Statalist The Stata Listserver


[Date Prev][Date Next][Thread Prev][Thread Next][Date index][Thread index]

st: RE: how to cluster with ivprobit with two-step option?


From   "Jennifer Leavy" <J.Leavy@ids.ac.uk>
To   <statalist@hsphsun2.harvard.edu>
Subject   st: RE: how to cluster with ivprobit with two-step option?
Date   Tue, 22 Aug 2006 16:22:25 +0100

Hi

Thanks so much for your input, both Mark and Stas. I wondered if I'd have to go back to the survey design to do this, using some variation on the -svy commands. We designed the survey, three villages were purposively sampled. In two of the villages random samples of households were taken, and where possible one adult male and one adult female surveyed in each household, although this was not always possible for a variety of reasons. For the third village we aimed for full enumeration, though we didn't quite achieve this, and again where possible one male and one female surveyed within each household. So the weights at that level are straightforward, and I did this with earlier analyses.

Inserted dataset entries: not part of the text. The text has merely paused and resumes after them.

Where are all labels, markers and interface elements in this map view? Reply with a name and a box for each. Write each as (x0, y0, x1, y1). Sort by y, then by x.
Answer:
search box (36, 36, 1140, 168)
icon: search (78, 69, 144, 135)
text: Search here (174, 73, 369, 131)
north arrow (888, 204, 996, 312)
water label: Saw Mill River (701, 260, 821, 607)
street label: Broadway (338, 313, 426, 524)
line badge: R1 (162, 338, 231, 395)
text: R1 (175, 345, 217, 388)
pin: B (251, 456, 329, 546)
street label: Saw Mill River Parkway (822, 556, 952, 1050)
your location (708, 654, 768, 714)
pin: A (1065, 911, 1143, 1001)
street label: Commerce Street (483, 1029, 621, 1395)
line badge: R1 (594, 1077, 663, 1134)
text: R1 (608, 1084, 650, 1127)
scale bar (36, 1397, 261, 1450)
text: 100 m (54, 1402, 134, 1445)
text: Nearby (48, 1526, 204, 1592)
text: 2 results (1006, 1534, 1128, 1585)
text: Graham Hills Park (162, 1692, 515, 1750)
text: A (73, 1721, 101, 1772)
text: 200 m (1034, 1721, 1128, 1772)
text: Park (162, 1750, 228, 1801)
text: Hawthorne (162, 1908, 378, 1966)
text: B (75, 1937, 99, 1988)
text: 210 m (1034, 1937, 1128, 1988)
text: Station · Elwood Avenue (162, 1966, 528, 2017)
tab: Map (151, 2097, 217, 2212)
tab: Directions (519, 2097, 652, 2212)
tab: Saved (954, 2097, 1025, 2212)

I'll put some work in and see what happens.

Jennifer

Jennifer Leavy

Research Officer

Vulnerability and Poverty Reduction Team

Tel: ++ 44 (0)1273 678747

Fax: ++ 44 (0)1273 621202

Information on the Rural Labour Markets project is available from our website:

http://www.ids.ac.uk/ids/pvty/pvrurallabour.html

From	   "Stas Kolenikov" <skolenik@gmail.com>	 
To	   statalist@hsphsun2.harvard.edu	 
Subject	   Re: st: RE: RE: how to cluster with ivprobit with two-step option?	 
Date	   Mon, 21 Aug 2006 12:25:47 -0500	

  _____  

	If the equation of interest is the outcome equation of the selection
	model, it isn't clear that you need to estimate explicitly the selection
	equation explicitly, i.e., 1a and 1b.  In other words, you're talking in
	terms of estimating a system of equations, but you may only need to
	worry about just the outcome equation.  If that's the case, then, for
	example, the excluded instruments you were thinking of using in (1a) and
	(1b) to instrument for the endogenous regressors in the selection
	equation could be used directly as the exclusion restrictions in the
	Heckman-type estimation in (2b).  Or, put another way, the probit first
	stage in the selection estimation can be a reduced form estimation with
	just the exogenous regressors.
	

That gives you proper identification, and reduces the number of
equations in the system from 4 to 3, but does not solve Jennifer's
problem of incorporating the complex sample structure into the
estimation procedure. If you can write this down as a system, with
scores/estimating equations/moment conditions implied by it, then the
problem of design-based estimation can be solved through
linearization/sandwich estimator of variance, but I don't think this
has ever been programmed... and that it is easy to program in the
first place. What Jennifer might think of instead is to use resampling
methods of variance estimation with -svy brr- and/or -svy jackknife-,
which however requires a lot of tuning of the weights and such.

With that said... the problem looks pretty hopeless at the moment.
What you can do as an ad-hoc plug-in rule is to run your program in
the most expanded form that allows for survey estimation, take design
effects from say -svy, deff: heckman- if that at all works (I've no
idea!) and use those DEFFs to augment the standard errors and tests in
your final model that will give proper point estimates, but will
understate your standard errors due to the complex survey design. You
would need to mske sure that the standard errors have been corrected
for extra estimation in the IV-first stage of the Heckman-second
stage... and that may not be trivial by itself.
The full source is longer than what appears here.